------ Material supplied ------

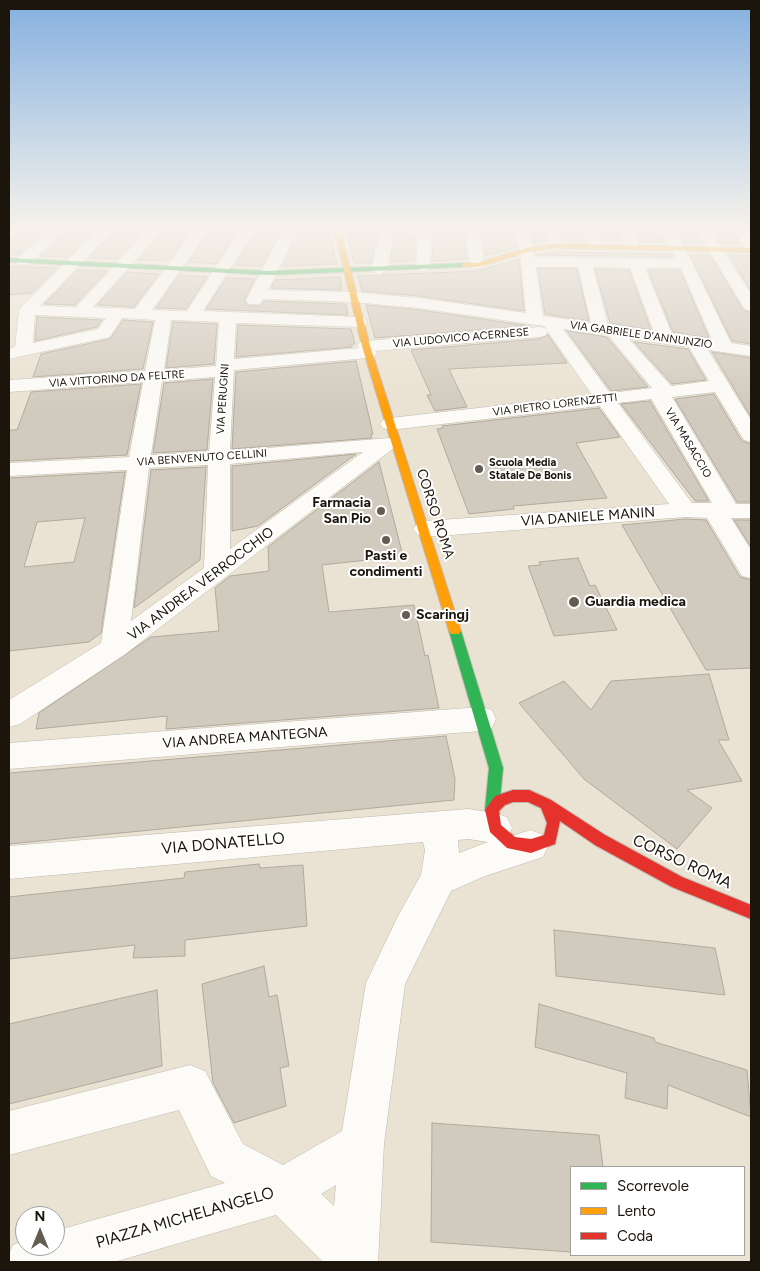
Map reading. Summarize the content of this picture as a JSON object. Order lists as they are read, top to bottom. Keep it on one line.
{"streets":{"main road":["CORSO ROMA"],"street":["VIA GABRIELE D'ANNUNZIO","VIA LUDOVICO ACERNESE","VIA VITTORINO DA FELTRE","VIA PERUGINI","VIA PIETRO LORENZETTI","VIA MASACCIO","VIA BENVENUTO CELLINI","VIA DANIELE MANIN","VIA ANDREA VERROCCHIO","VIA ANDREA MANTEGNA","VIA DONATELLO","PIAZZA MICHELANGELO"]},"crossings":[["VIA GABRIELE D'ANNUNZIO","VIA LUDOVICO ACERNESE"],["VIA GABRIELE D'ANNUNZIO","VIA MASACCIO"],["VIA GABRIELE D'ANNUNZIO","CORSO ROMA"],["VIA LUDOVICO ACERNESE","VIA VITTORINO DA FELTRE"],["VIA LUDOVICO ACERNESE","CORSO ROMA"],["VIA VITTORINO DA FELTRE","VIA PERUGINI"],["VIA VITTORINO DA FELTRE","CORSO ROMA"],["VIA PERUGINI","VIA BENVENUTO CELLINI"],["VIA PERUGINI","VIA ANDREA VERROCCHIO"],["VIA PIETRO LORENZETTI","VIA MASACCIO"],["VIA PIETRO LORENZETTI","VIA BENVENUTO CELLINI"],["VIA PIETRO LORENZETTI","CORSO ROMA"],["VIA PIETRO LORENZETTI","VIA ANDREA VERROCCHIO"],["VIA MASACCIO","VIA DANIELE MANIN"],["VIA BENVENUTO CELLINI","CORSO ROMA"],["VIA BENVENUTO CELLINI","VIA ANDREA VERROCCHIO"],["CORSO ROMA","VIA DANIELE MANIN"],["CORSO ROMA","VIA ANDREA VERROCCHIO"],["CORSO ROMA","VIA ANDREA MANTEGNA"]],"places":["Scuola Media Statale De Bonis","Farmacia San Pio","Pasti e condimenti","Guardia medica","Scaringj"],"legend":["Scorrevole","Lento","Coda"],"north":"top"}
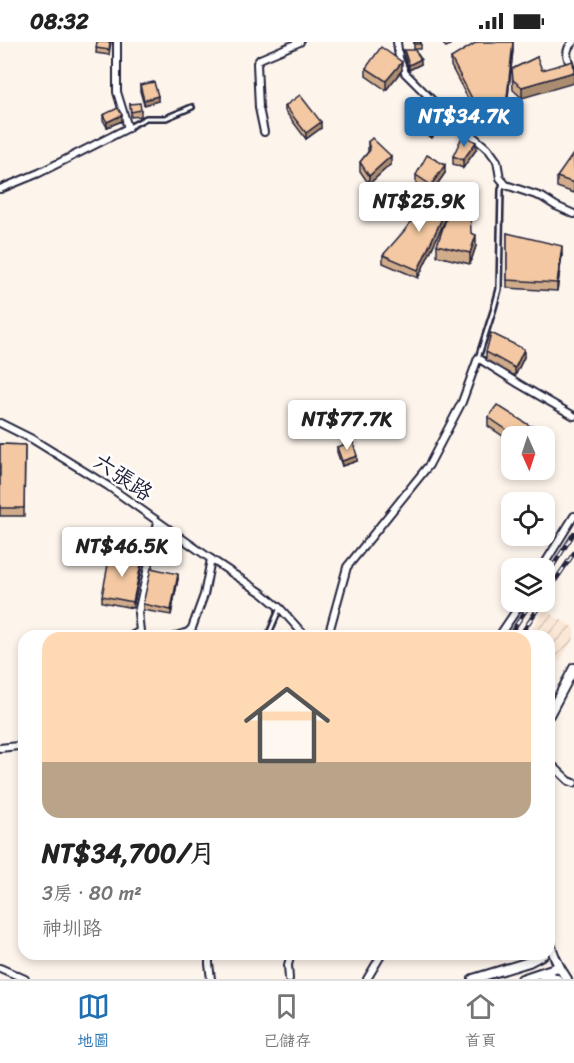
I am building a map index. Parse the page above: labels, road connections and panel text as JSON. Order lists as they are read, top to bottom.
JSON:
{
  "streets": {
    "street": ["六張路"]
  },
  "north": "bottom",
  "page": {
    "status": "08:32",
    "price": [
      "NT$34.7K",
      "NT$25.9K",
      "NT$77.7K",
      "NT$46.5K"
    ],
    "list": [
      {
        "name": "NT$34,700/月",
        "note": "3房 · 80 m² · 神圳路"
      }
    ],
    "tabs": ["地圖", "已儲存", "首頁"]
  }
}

------

Work to complete: Pull out all lines from the entries above in which the word "Order" appears.

Solved problem:
Map reading. Summarize the content of this picture as a JSON object. Order lists as they are read, top to bottom. Keep it on one line.
I am building a map index. Parse the page above: labels, road connections and panel text as JSON. Order lists as they are read, top to bottom.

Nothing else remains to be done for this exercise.